2
votes

I have already learn about some classification using CNN like for Mnist. But recently I received a dataset which is consist of a vector set. The normal image dataset(mnist) is like nxcxwxh. The one I received is (w*h)x1xc. The goal is to train a network to classify these pixels(as I understand,is classification for pixels). The label length is groundtruth picture.

I am a little confused about this work. As I understand, for Image processing, we use the CNN with different receiption feld to make the convolution operations so that a feature can be obtained to represent the image. But in this case, the image is already expand to pixel-set. Why is the convolutional neural network still suitable?

Still I am not sure about the work but I started to try.I used the 1d convolution instead of 2d in the network. After 4-Conv1d,the output is connected to a softmax layer then fed to crossentropy loss function. It seems, I have some problems with the output dimensions so the network is not able to train.

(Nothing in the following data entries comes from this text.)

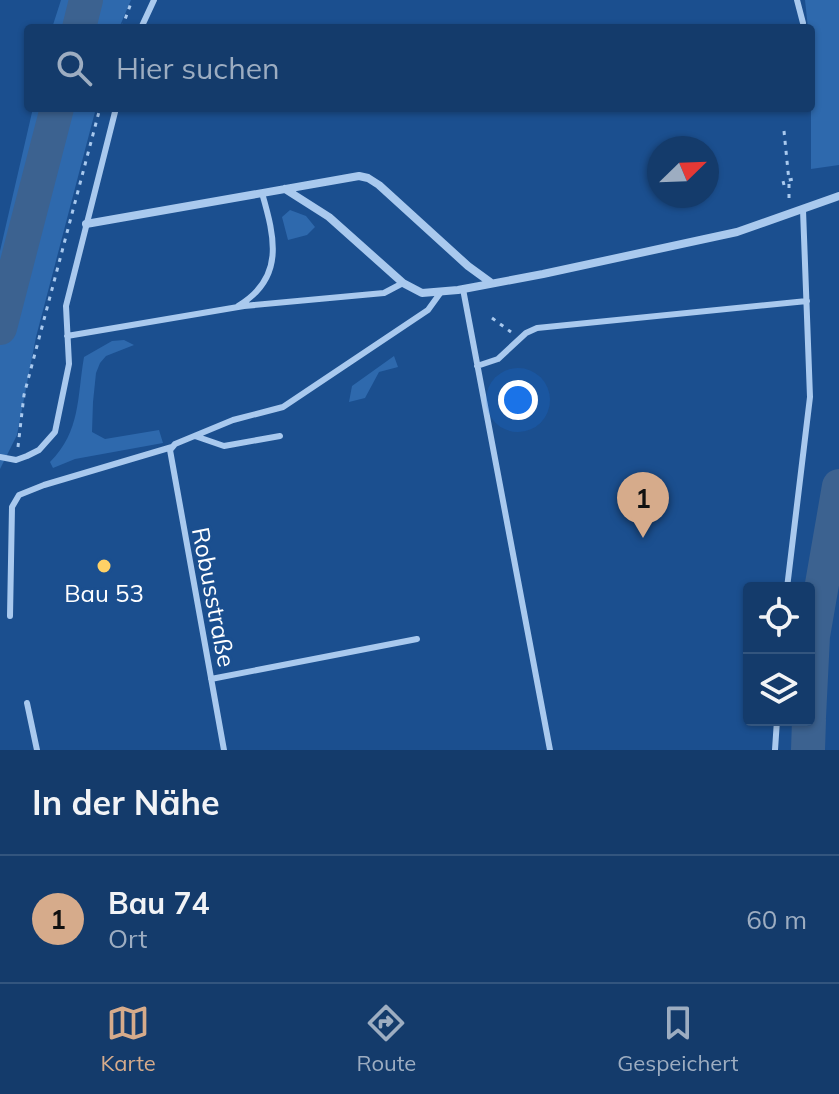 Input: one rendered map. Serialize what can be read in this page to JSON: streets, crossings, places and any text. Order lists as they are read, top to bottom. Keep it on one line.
{"streets":{"lane":["Robusstraße"]},"places":["Bau 53"],"north":"top right","page":{"search":"Hier suchen","pins":"1","heading":"In der Nähe","list":[{"mark":"1","name":"Bau 74","note":"Ort","value":"60 m"}],"nav":["Karte","Route","Gespeichert"]}} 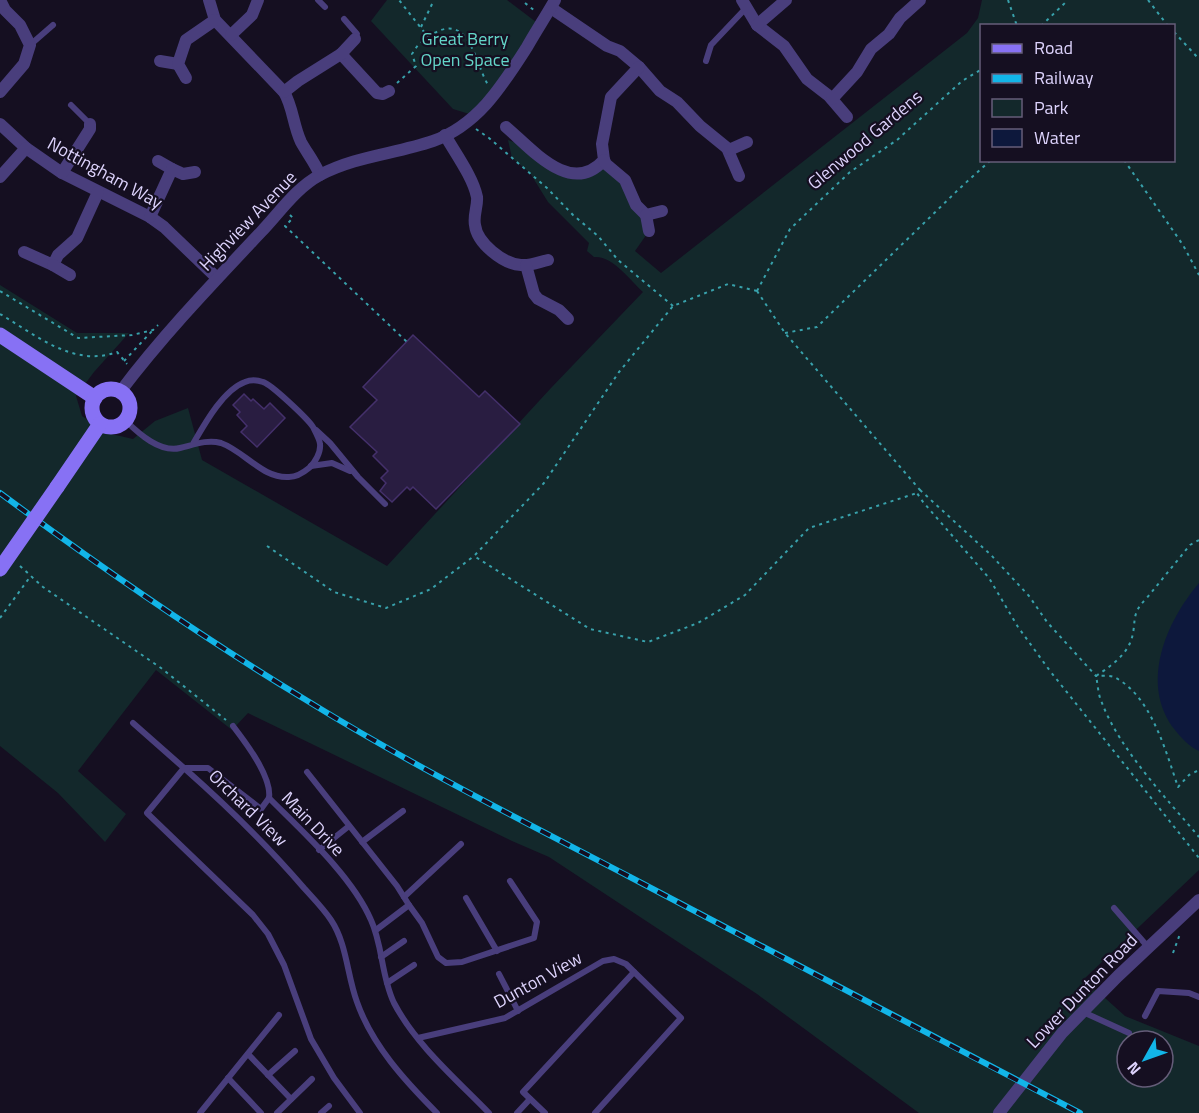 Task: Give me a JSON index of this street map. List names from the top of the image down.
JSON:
{
  "streets": {
    "street": [
      "Glenwood Gardens",
      "Nottingham Way",
      "Highview Avenue",
      "Lower Dunton Road"
    ],
    "lane": ["Orchard View", "Main Drive", "Dunton View"]
  },
  "crossings": [
    ["Nottingham Way", "Highview Avenue"],
    ["Orchard View", "Main Drive"],
    ["Main Drive", "Dunton View"]
  ],
  "parks": ["Great Berry Open Space"],
  "legend": [
    "Road",
    "Railway",
    "Park",
    "Water"
  ],
  "north": "bottom left"
}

I use pytorch to implement the work. Below is the network form I try to build. The dimensions do not match those need for crossentropyloss function. 122500 was set to be the sample numbers. So I think the convolution was performed along the 1-200 directions.

First I want to know,is that right to implement like this using conv1d when I want to classify the pixels?

If this thought was right, how can I continue to feed the features to the loss function?

If this is wrong,can I have some similar examples for this kind of work? I am new to python, so if there were some stupid mistakes, pls point out.

Thanks all.

class network(nn.Module):
"""
    Building network

"""
def __init__(self):
    super(network, self).__init__()
    self.conv1 = nn.Conv1d(in_channels = 1,out_channels = 32,stride = 1,kernel_size = 3)
    self.conv2 = nn.Conv1d(in_channels = 32,out_channels = 64,stride = 1,kernel_size = 3)
    self.conv3 = nn.Conv1d(in_channels = 64,out_channels = 128,stride = 1,kernel_size = 3)
    self.conv4 = nn.Conv1d(in_channels = 128,out_channels = 256,stride = 1,kernel_size = 3)
    self.fc = nn.Linear(13, 2)

def forward(self,s):
    s = self.conv1(s)
    s = F.relu(F.max_pool1d(s, 2)) 
    s = self.conv2(s)
    s = F.relu(F.max_pool1d(s, 2)) 
    s = self.conv3(s)
    s = F.relu(F.max_pool1d(s, 2)) 
    s = self.conv4(s)
    s = F.relu(F.max_pool1d(s, 2)) 

    s = self.fc(s)

    s = F.softmax(s,1)


output = model(input)
loss = loss_fn(output, labels)
1

1 Answers

1
votes

I guess what you're supposed to do is image segmentation and in the shape of the labels you got, the last dimension of 200 corresponds to 200 possible categories of pixels (that sounds like a lot to me, but without more context I cannot judge). The problem of image segmentation is way too broad to explain in an SO answer, but I suggest you check resources such as this tutorial and check out the influential papers in this field.